Exercise requirements:
Omit every picture and output the rest of the records exactly as they are.

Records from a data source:
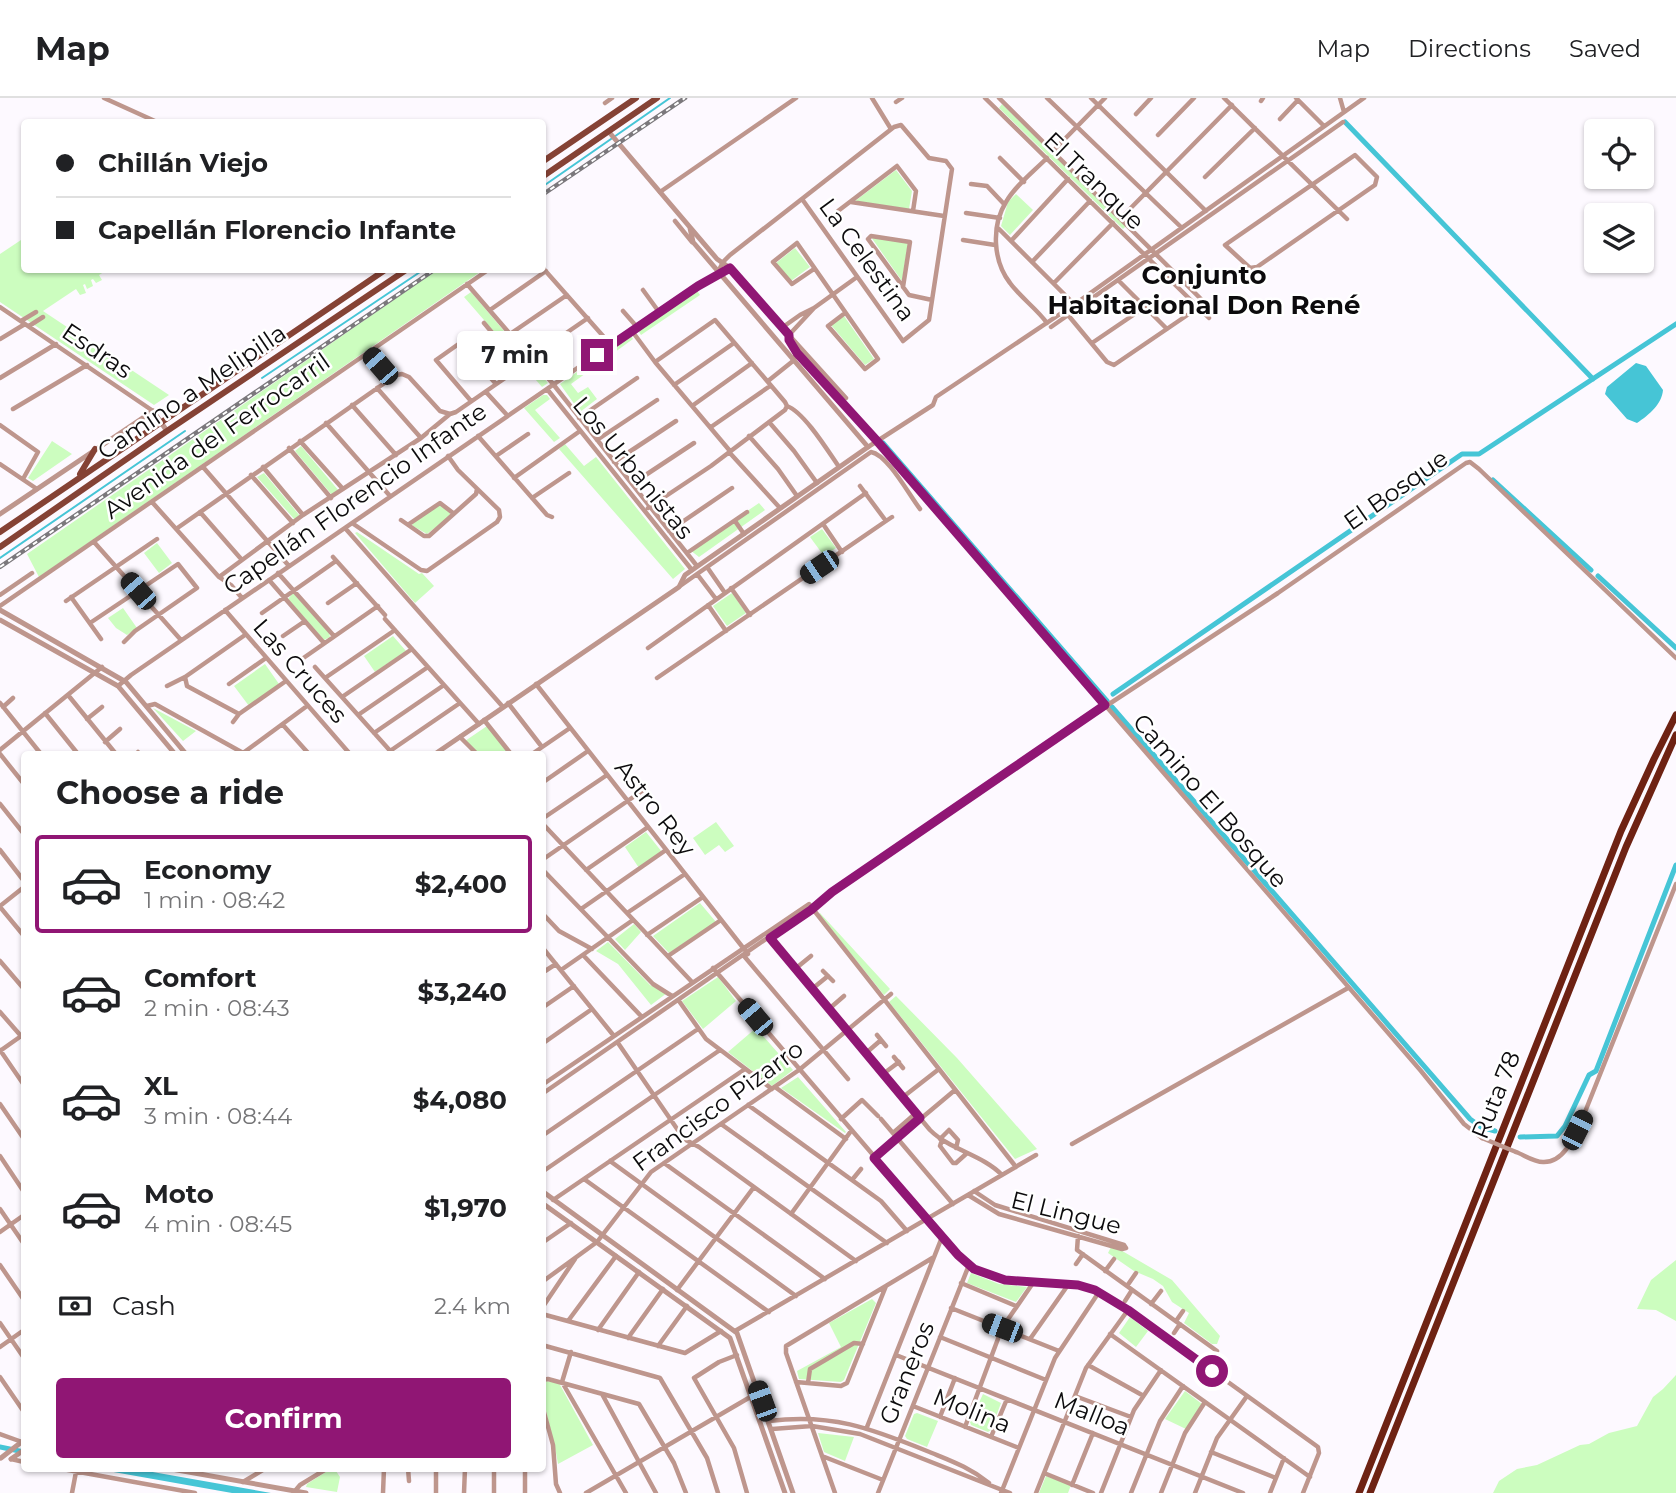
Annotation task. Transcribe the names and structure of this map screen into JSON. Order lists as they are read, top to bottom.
{
  "streets": {
    "highway": ["Ruta 78"],
    "main road": ["Camino a Melipilla"],
    "street": [
      "El Tranque",
      "La Celestina",
      "Esdras",
      "Avenida del Ferrocarril",
      "Los Urbanistas",
      "El Bosque",
      "Capellán Florencio Infante",
      "Las Cruces",
      "Camino El Bosque",
      "Astro Rey",
      "Francisco Pizarro",
      "El Lingue",
      "Graneros",
      "Molina",
      "Malloa"
    ]
  },
  "crossings": [
    ["Esdras", "Camino a Melipilla"],
    ["Avenida del Ferrocarril", "Los Urbanistas"],
    ["Los Urbanistas", "Capellán Florencio Infante"],
    ["El Bosque", "Camino El Bosque"],
    ["Capellán Florencio Infante", "Las Cruces"],
    ["Capellán Florencio Infante", "Camino El Bosque"],
    ["Astro Rey", "Francisco Pizarro"],
    ["Graneros", "Molina"],
    ["Graneros", "Malloa"]
  ],
  "districts": ["Conjunto Habitacional Don René"],
  "page": {
    "header": "Map",
    "nav": ["Map", "Directions", "Saved"],
    "banner": ["Chillán Viejo", "Capellán Florencio Infante"],
    "bubble": "7 min",
    "heading": "Choose a ride",
    "list": [
      {
        "name": "Economy",
        "note": "1 min · 08:42",
        "value": "$2,400"
      },
      {
        "name": "Comfort",
        "note": "2 min · 08:43",
        "value": "$3,240"
      },
      {
        "name": "XL",
        "note": "3 min · 08:44",
        "value": "$4,080"
      },
      {
        "name": "Moto",
        "note": "4 min · 08:45",
        "value": "$1,970"
      }
    ],
    "pay": ["Cash", "2.4 km"],
    "buttons": "Confirm"
  }
}
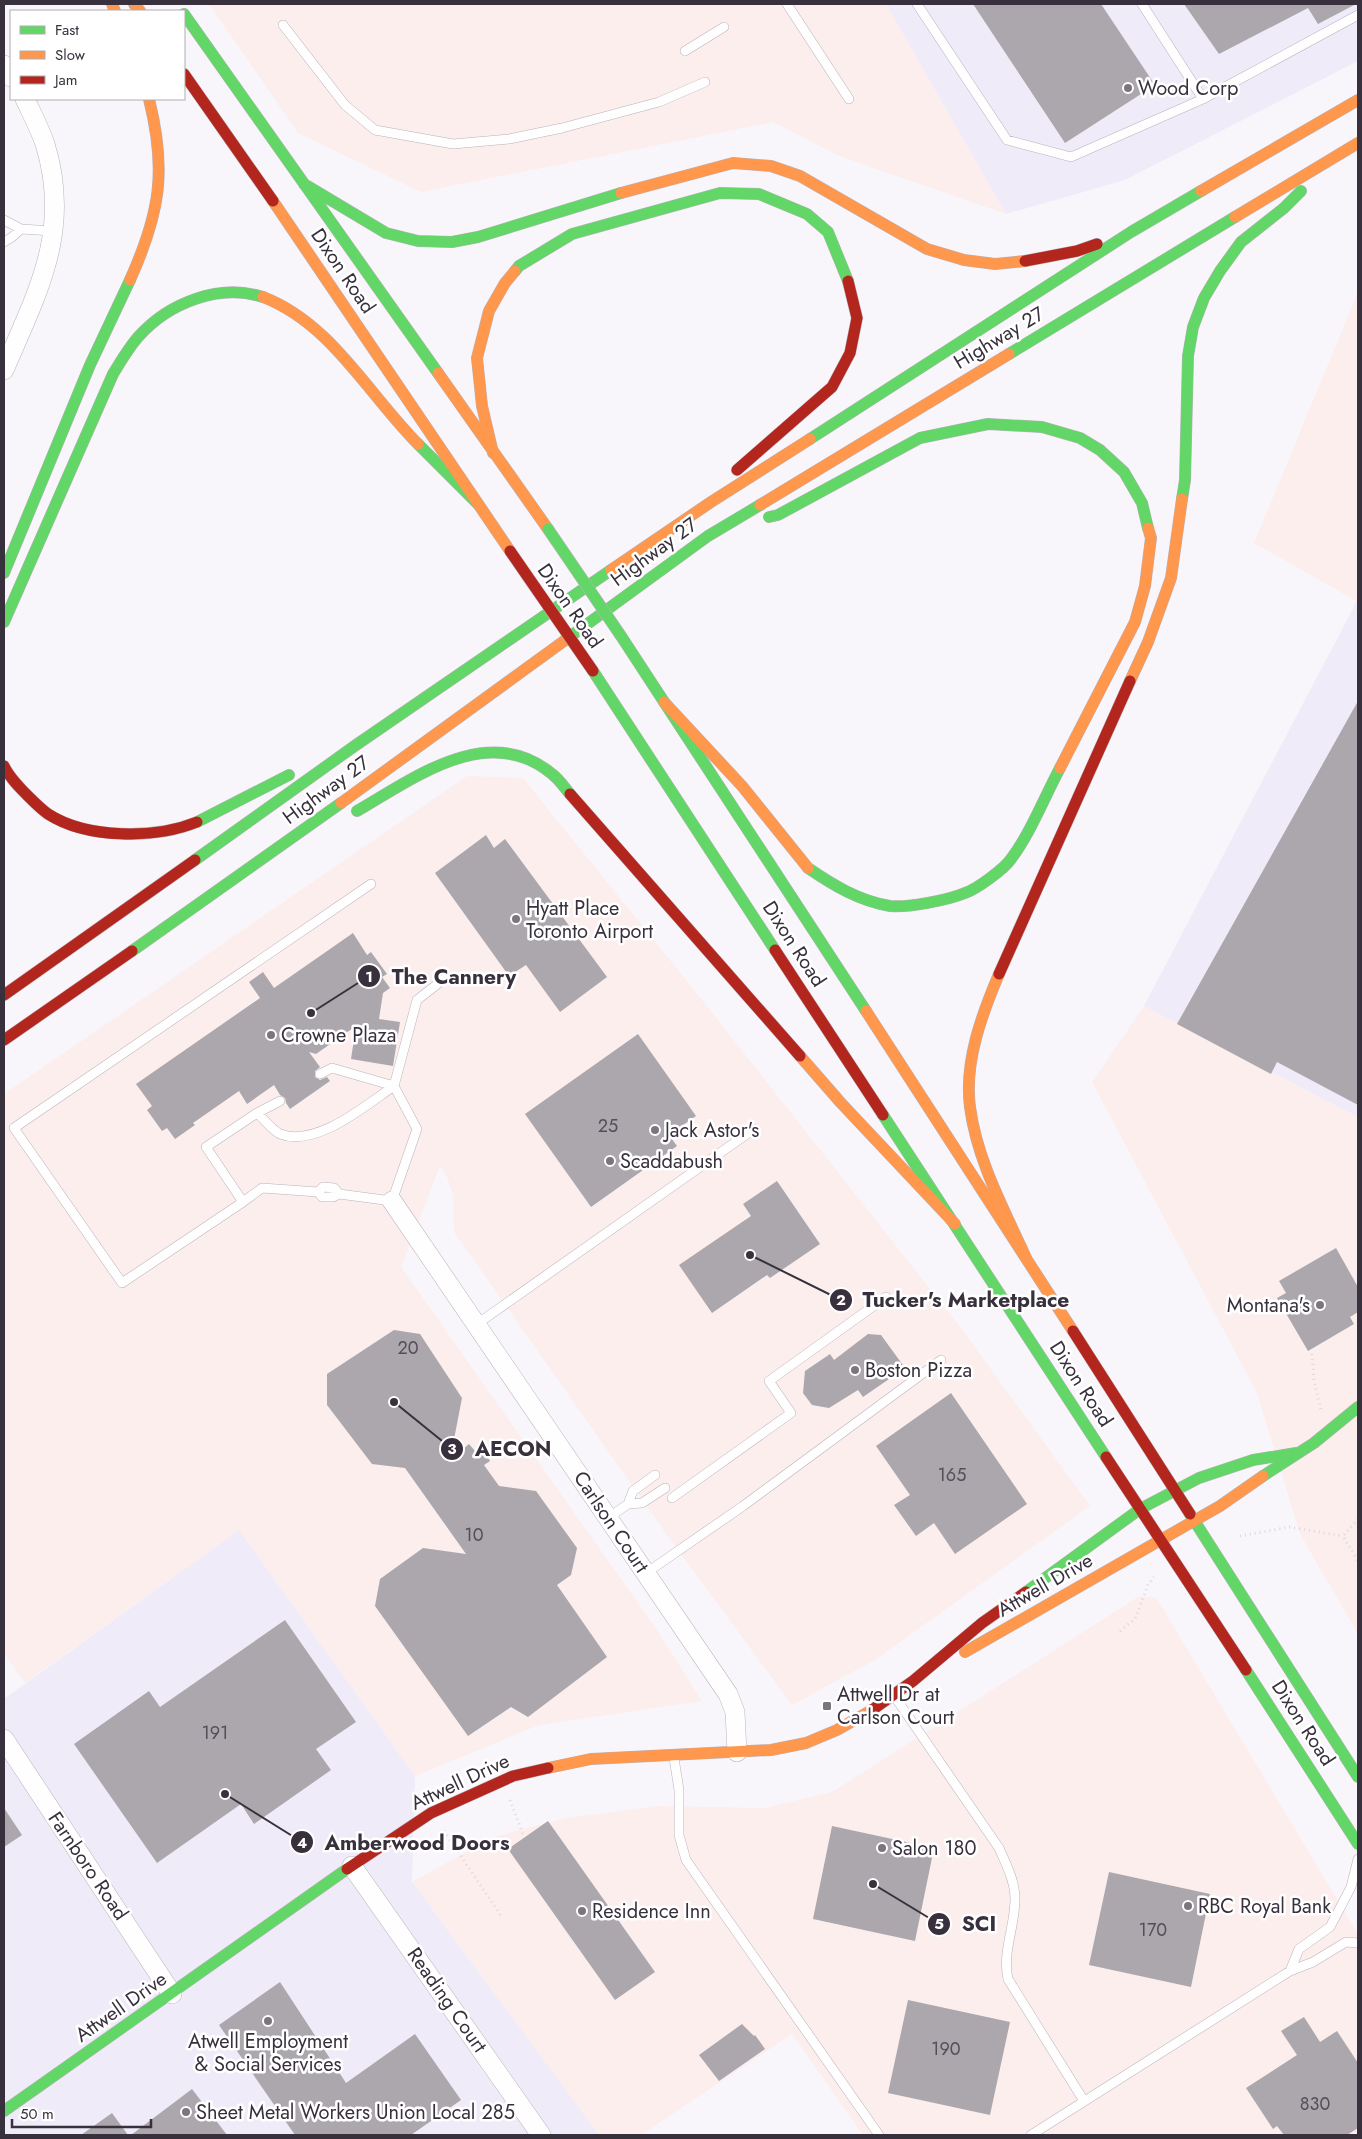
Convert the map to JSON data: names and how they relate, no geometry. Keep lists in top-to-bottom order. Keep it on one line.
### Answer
{"streets":{"main road":["Dixon Road","Highway 27","Attwell Drive"],"street":["Carlson Court","Farnboro Road","Reading Court"]},"crossings":[["Dixon Road","Attwell Drive"],["Carlson Court","Attwell Drive"],["Attwell Drive","Farnboro Road"],["Attwell Drive","Reading Court"]],"places":{"other":["Wood Corp","Hyatt Place Toronto Airport","The Cannery","Crowne Plaza","Jack Astor's","Scaddabush","Tucker's Marketplace","Montana's","Boston Pizza","AECON","Amberwood Doors","Salon 180","SCI","RBC Royal Bank","Residence Inn","Atwell Employment & Social Services","Sheet Metal Workers Union Local 285"],"transit":["Attwell Dr at Carlson Court"]},"house_numbers":["25","20","165","10","191","170","190","830"],"legend":["Fast","Slow","Jam"],"scale_bar":"50 m"}
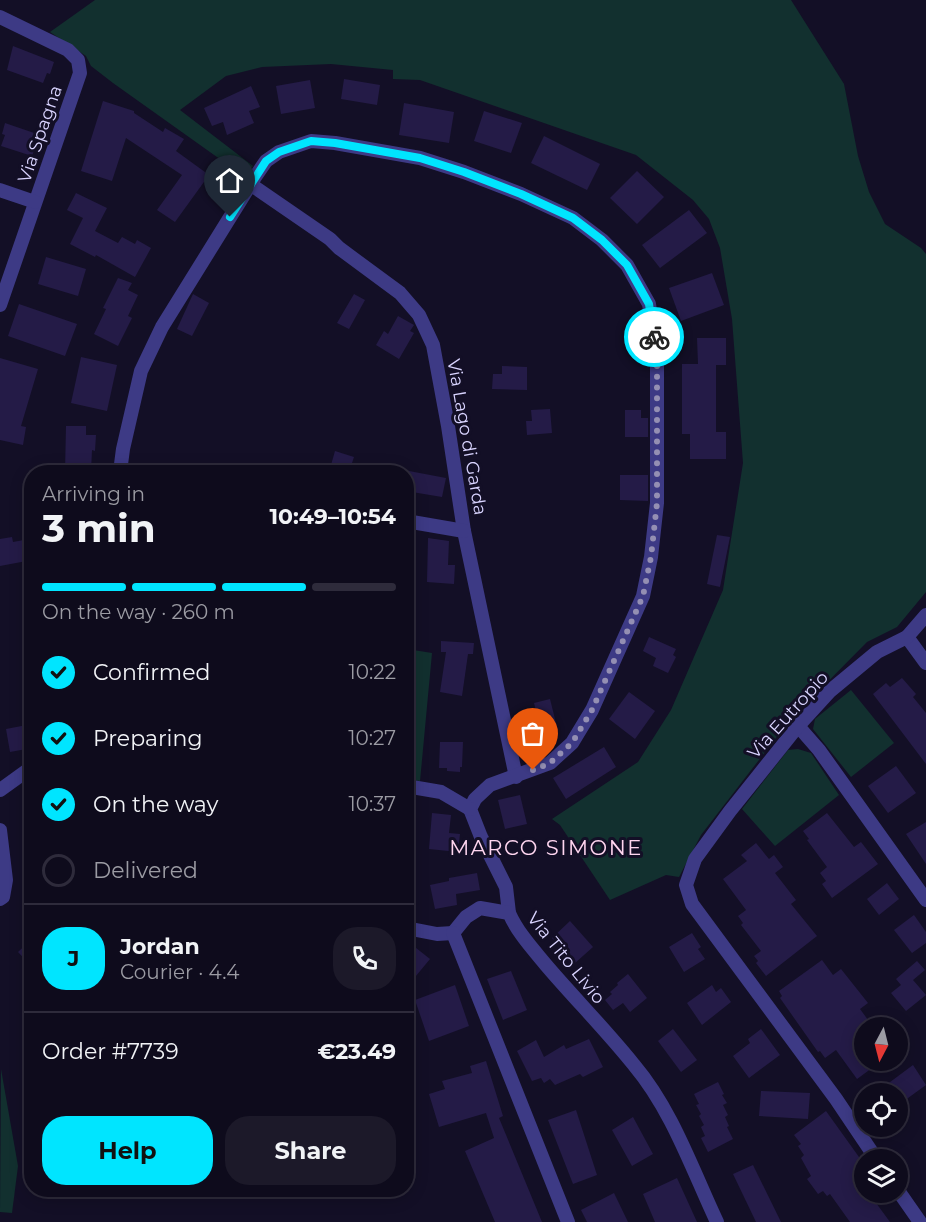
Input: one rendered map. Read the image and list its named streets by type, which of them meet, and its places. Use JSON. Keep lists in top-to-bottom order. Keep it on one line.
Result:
{"streets":{"street":["Via Spagna","Via Lago di Garda","Via Eutropio","Via Tito Livio"]},"districts":["MARCO SIMONE"],"north":"bottom","page":{"heading":["3 min","Arriving in","10:49–10:54"],"panel":["Jordan","Courier · 4.4","Order #7739","€23.49"],"bar":"On the way · 260 m","list":[["Confirmed","10:22"],["Preparing","10:27"],["On the way","10:37"],"Delivered"],"round":"J","buttons":["Help","Share"]}}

Task output:
Annotation task. Transcribe the names and structure of this map screen into JSON. Order lists as they are read, top to bottom.
{
  "streets": {
    "highway": ["Ruta 78"],
    "main road": ["Camino a Melipilla"],
    "street": [
      "El Tranque",
      "La Celestina",
      "Esdras",
      "Avenida del Ferrocarril",
      "Los Urbanistas",
      "El Bosque",
      "Capellán Florencio Infante",
      "Las Cruces",
      "Camino El Bosque",
      "Astro Rey",
      "Francisco Pizarro",
      "El Lingue",
      "Graneros",
      "Molina",
      "Malloa"
    ]
  },
  "crossings": [
    ["Esdras", "Camino a Melipilla"],
    ["Avenida del Ferrocarril", "Los Urbanistas"],
    ["Los Urbanistas", "Capellán Florencio Infante"],
    ["El Bosque", "Camino El Bosque"],
    ["Capellán Florencio Infante", "Las Cruces"],
    ["Capellán Florencio Infante", "Camino El Bosque"],
    ["Astro Rey", "Francisco Pizarro"],
    ["Graneros", "Molina"],
    ["Graneros", "Malloa"]
  ],
  "districts": ["Conjunto Habitacional Don René"],
  "page": {
    "header": "Map",
    "nav": ["Map", "Directions", "Saved"],
    "banner": ["Chillán Viejo", "Capellán Florencio Infante"],
    "bubble": "7 min",
    "heading": "Choose a ride",
    "list": [
      {
        "name": "Economy",
        "note": "1 min · 08:42",
        "value": "$2,400"
      },
      {
        "name": "Comfort",
        "note": "2 min · 08:43",
        "value": "$3,240"
      },
      {
        "name": "XL",
        "note": "3 min · 08:44",
        "value": "$4,080"
      },
      {
        "name": "Moto",
        "note": "4 min · 08:45",
        "value": "$1,970"
      }
    ],
    "pay": ["Cash", "2.4 km"],
    "buttons": "Confirm"
  }
}
Convert the map to JSON data: names and how they relate, no geometry. Keep lists in top-to-bottom order. Keep it on one line.
### Answer
{"streets":{"main road":["Dixon Road","Highway 27","Attwell Drive"],"street":["Carlson Court","Farnboro Road","Reading Court"]},"crossings":[["Dixon Road","Attwell Drive"],["Carlson Court","Attwell Drive"],["Attwell Drive","Farnboro Road"],["Attwell Drive","Reading Court"]],"places":{"other":["Wood Corp","Hyatt Place Toronto Airport","The Cannery","Crowne Plaza","Jack Astor's","Scaddabush","Tucker's Marketplace","Montana's","Boston Pizza","AECON","Amberwood Doors","Salon 180","SCI","RBC Royal Bank","Residence Inn","Atwell Employment & Social Services","Sheet Metal Workers Union Local 285"],"transit":["Attwell Dr at Carlson Court"]},"house_numbers":["25","20","165","10","191","170","190","830"],"legend":["Fast","Slow","Jam"],"scale_bar":"50 m"}
Input: one rendered map. Read the image and list its named streets by type, which of them meet, and its places. Use JSON. Keep lists in top-to-bottom order. Keep it on one line.
Result:
{"streets":{"street":["Via Spagna","Via Lago di Garda","Via Eutropio","Via Tito Livio"]},"districts":["MARCO SIMONE"],"north":"bottom","page":{"heading":["3 min","Arriving in","10:49–10:54"],"panel":["Jordan","Courier · 4.4","Order #7739","€23.49"],"bar":"On the way · 260 m","list":[["Confirmed","10:22"],["Preparing","10:27"],["On the way","10:37"],"Delivered"],"round":"J","buttons":["Help","Share"]}}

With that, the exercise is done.